I'll structure the code a bit but this approach does the trick and gracefully recovers from connection instability. Now it may not be totally foolproof. I noticed that if I attempt to execute a command when in a disconnected state the error handler isn't called and the process exits. This could happen if the connection is lost between the time it is checked and the lpop command is executed, a little edgy but worth mentioning.

Oh, one other thing, if redis isn't available on the initial connection the process exits. I'll see if there is something we can do there but part of me thinks exiting in the situation is probably desirable.

Thank you for the quick response !

I'm trying to eliminate single points of failure in my app, and I'm deliberatly stopping Redis to see how everything else performs. Since resque queries have a callback parameter that can handle a failure, I was assuming that it would be enough to handle errors at this level and, for example, store the resque jobs on the filesystem until they can be queued in Redis again.

In my use case, my Node app is busy all the time fetching RSS feeds from the internet, and if Resque is not available to queue the parsing and image-processing jobs, I still want my app to run and fetch the content for later analysis. I may be conceptually wrong but I don't consider Redis like a part of my Node crawler app, it's more like an external module that makes the link with the rest of my stack. So I'd expect my app to run even if Redis were not available at start.

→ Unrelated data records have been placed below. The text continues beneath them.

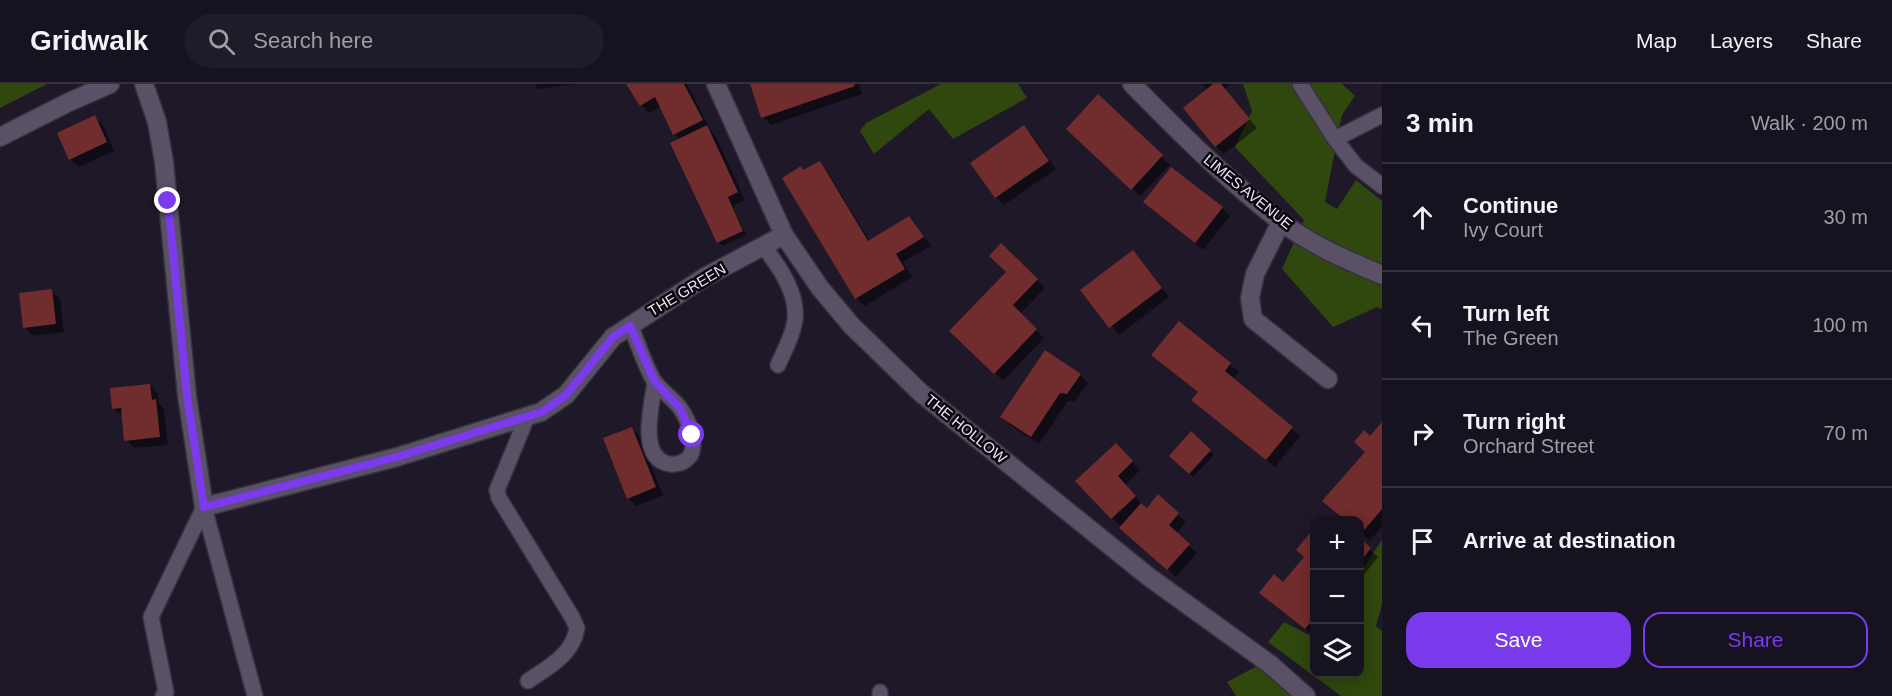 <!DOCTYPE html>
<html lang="en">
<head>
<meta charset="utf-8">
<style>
  :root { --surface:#17121f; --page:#201b28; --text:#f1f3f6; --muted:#9e9ea4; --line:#36323d; --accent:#7c3aed }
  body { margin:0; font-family:Helvetica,sans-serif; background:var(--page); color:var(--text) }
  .controls { position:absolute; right:18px; bottom:18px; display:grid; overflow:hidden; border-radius:12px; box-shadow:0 3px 15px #0003 }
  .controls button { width:54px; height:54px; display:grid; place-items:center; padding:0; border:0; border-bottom:2px solid var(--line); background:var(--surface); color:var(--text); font:30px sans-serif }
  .stop { position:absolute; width:18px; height:18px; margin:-14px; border:4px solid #7c3aed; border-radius:50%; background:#fff }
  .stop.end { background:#7c3aed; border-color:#fff; box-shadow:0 2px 6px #0008 }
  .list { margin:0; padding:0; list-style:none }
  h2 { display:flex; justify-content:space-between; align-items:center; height:78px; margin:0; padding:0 24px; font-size:26px }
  h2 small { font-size:20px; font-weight:400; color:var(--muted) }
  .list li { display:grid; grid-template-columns:39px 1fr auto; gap:18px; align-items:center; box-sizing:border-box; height:108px; padding:0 24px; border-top:2px solid var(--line) }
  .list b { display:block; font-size:22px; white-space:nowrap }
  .list p { margin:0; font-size:20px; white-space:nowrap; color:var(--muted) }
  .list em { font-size:20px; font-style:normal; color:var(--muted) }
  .actions { display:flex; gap:12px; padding:18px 24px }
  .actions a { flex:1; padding:14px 0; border:2px solid var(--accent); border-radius:18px; text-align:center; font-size:21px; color:var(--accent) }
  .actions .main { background:var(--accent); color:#fff }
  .icon { flex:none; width:33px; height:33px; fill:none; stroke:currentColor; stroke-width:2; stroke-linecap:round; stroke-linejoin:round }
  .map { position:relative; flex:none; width:1382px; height:612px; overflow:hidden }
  header { display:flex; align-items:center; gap:36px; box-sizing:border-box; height:84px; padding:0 30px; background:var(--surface); border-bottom:2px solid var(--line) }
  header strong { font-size:28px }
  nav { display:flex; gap:33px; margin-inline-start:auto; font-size:21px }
  .search { width:420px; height:54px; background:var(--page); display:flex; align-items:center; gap:15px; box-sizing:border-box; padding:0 21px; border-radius:33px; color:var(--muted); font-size:22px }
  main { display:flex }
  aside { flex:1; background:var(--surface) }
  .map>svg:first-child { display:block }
  .green { fill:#30470d }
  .shadow { fill:#0007 }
  .building { fill:#712c2d }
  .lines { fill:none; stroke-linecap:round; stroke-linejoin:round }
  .lane-casing { stroke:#36313e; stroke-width:18 }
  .street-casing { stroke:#36313e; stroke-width:21 }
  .secondary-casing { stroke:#36313e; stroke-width:21 }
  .lane { stroke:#5a5166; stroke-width:15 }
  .street { stroke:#5a5166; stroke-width:18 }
  .secondary { stroke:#5a5166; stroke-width:18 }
  .route { stroke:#7c3aed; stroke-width:8 }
  .labels { text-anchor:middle; stroke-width:5; stroke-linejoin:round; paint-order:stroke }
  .street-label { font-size:15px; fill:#e9e4f0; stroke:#08050c }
</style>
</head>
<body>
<header>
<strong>Gridwalk</strong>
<div class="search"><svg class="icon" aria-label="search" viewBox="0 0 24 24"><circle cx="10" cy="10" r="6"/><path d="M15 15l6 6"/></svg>Search here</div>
<nav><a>Map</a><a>Layers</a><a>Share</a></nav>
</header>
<main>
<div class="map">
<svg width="1382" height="612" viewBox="0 0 1382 612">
  <rect width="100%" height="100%" fill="#1f1829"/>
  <g class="green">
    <polygon points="0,0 47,0 0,24"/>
    <polygon points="941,0 1018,0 1027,14 953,55 929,25 874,70 860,47 866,39"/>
    <polygon points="1243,0 1342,0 1355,12 1342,31 1325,118 1337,125 1356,96 1382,117 1382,225 1377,223 1333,243 1282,185 1304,136 1235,63 1252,27"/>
    <polygon points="1382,456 1382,520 1376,542 1382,547 1382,612 1341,612 1268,558 1284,538 1311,552 1314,548 1314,590 1360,590 1360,489"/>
    <polygon points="1257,582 1292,612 1236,612 1227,598"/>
  </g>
  <g class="shadow">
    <polygon points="534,0 576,0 539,5"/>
    <polygon points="628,0 687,0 710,45 709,45 715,51 745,116 733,122 746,151 722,162 718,158 680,56 674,50 661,22 649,29 641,21"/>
    <polygon points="751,0 859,0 862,10 771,41 763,33"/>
    <polygon points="1202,0 1231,0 1225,5 1257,44 1224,70 1216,62 1208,6"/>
    <polygon points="1098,13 1170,81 1140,112 1076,53"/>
    <polygon points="95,33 103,41 114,67 79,83 70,75"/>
    <polygon points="1024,43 1032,51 1056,85 1004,121 996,113"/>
    <polygon points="819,78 827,87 870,158 909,134 931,162 903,178 912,193 865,222 856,214 804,88"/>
    <polygon points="1145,118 1222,124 1230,132 1203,166"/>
    <polygon points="1001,161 1045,204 1020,230 1044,254 1003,297 951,247 1008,188"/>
    <polygon points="1133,168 1169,213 1119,251 1082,206"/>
    <polygon points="51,207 60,215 64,248 33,252 25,243"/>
    <polygon points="1179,239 1239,288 1232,296 1300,352 1275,383 1201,324 1199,309 1162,279"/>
    <polygon points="1080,291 1088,299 1075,317 1068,317 1039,360 1010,341 1002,333"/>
    <polygon points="150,301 158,310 159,320 164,325 168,361 134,364 126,356 123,332 113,324"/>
    <polygon points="1382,340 1382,442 1370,457 1360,448 1360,436 1346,436 1332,425 1366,368 1370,354"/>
    <polygon points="632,345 640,353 663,411 636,422 628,414"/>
    <polygon points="1191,350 1214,371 1193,393 1171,372"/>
    <polygon points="1116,361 1140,386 1125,401 1143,421 1142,422 1147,426 1158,413 1186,438 1176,450 1197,469 1176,493 1112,434"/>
    <polygon points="1314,446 1314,552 1269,517 1305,473 1299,466"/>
    <polygon points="1360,456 1378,473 1360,496"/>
  </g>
  <g class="building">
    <polygon points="626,0 684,0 703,36 673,51 655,13 640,22"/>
    <polygon points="750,0 854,0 855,2 761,34"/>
    <polygon points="1213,0 1221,0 1250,35 1215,63 1183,24"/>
    <polygon points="1098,10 1163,71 1131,106 1066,45"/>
    <polygon points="95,31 107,58 69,76 57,49"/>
    <polygon points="707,41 738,108 728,113 743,147 717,159 670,59"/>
    <polygon points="1024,41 1049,77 995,114 970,79"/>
    <polygon points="820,77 868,157 909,132 924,153 896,170 905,185 855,215 782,94 801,82 803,86"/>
    <polygon points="1171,83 1223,123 1195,159 1143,118"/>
    <polygon points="1001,159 1038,195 1013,221 1037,245 994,290 949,247 1006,188 989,172"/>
    <polygon points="1133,166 1162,204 1109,244 1080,206"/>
    <polygon points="52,205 56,240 23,244 19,209"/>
    <polygon points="1179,237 1231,279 1225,287 1293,343 1266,376 1191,316 1198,308 1151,271"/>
    <polygon points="1045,266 1081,290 1067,310 1060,309 1031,353 1000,333"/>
    <polygon points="150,300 152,316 156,315 160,353 124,357 121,324 112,325 110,304"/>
    <polygon points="1382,338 1382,425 1360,451 1360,436 1345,436 1322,417 1365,368 1354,358 1364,346 1370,352"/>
    <polygon points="632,343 656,403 627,415 603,354"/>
    <polygon points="1191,347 1211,366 1189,390 1169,372"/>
    <polygon points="1116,359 1133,377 1118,392 1136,412 1111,435 1075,397"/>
    <polygon points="1158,410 1179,429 1169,441 1190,460 1167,486 1119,444 1141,419 1147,424"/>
    <polygon points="1314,444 1314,534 1305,545 1259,509 1274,490 1283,498 1304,473 1296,466"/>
    <polygon points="1360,454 1371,464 1360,478"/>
  </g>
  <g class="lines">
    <g class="lane-casing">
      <g id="lane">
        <polyline points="1300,0 1335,55 1356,82 1382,102"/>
        <polyline points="1335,55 1382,31"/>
        <path d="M 763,162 C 779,182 798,209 795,236 C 793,252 784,267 778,281"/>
        <path d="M 630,241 C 638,259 644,280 654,297 C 661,307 673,314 680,324 C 688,335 698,359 690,372 C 685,378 678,381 670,380 C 637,375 652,320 655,298"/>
        <path d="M 527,333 L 497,406 L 499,414 L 572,533 L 577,544 C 573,571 548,583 528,597"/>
        <polyline points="204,423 255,612"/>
        <polyline points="880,608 880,612"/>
        <polyline points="163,612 166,608 151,533 204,423"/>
      </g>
    </g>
    <g class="street-casing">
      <g id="street">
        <polyline points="144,0 157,38 164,78 187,312 204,423 397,373 541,328 566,311 613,253 705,193 784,151"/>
        <polyline points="716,0 784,151 820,204 851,241 921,309 1031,398 1149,493 1271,581 1306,612"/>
        <path d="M 1132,0 C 1179,48 1227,96 1280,137 C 1311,161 1347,176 1382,191"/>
        <polyline points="1281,138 1255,190 1250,214 1253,235 1328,295"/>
      </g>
    </g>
    <g class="secondary-casing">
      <polyline id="secondary" points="0,53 67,19 110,0"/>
    </g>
    <use href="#lane" class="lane"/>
    <use href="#street" class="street"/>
    <use href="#secondary" class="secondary"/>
  </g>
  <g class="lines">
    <polyline class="route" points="168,117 187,312 204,423 397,373 542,328 566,311 613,253 630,242 655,298 680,324 692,351"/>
  </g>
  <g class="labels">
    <g class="street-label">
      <text transform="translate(1248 108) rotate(39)" y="5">LIMES AVENUE</text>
      <text transform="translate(687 206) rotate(-31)" y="5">THE GREEN</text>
      <text transform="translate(966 345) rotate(39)" y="5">THE HOLLOW</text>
    </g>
  </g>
</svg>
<div class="controls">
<button>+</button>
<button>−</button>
<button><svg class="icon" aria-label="layers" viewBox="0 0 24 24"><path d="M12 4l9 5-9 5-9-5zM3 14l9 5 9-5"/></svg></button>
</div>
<div class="stop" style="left:692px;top:351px"></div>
<div class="stop end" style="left:168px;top:117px"></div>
</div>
<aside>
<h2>3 min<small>Walk · 200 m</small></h2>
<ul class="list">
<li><svg class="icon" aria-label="ahead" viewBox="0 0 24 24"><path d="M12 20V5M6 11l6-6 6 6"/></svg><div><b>Continue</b><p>Ivy Court</p></div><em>30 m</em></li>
<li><svg class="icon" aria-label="left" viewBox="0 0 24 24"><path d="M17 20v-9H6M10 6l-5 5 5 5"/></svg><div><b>Turn left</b><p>The Green</p></div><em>100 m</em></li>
<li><svg class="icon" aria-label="right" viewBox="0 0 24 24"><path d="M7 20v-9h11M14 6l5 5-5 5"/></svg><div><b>Turn right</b><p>Orchard Street</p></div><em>70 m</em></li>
<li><svg class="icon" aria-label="arrive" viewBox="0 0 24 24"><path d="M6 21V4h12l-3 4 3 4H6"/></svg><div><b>Arrive at destination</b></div></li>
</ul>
<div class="actions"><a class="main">Save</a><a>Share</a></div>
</aside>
</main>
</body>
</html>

Keep in mind you can use things like redis sentinels to create a redis "cluster" with HA and failover as well

Good suggestion @evantahler. For projects that need a more robust infrastructure that is route that I would go with. Maybe I should look at ioredis for users who need this type of capability.

Thank you for the hint, I'll definitely try sentinels at some point (if supported). While it's always nice to reduce the risk of failure, I still like the idea that my app will deal with it in case it were to happen. But I'll understand if you say that it would not be worth the required amount of work.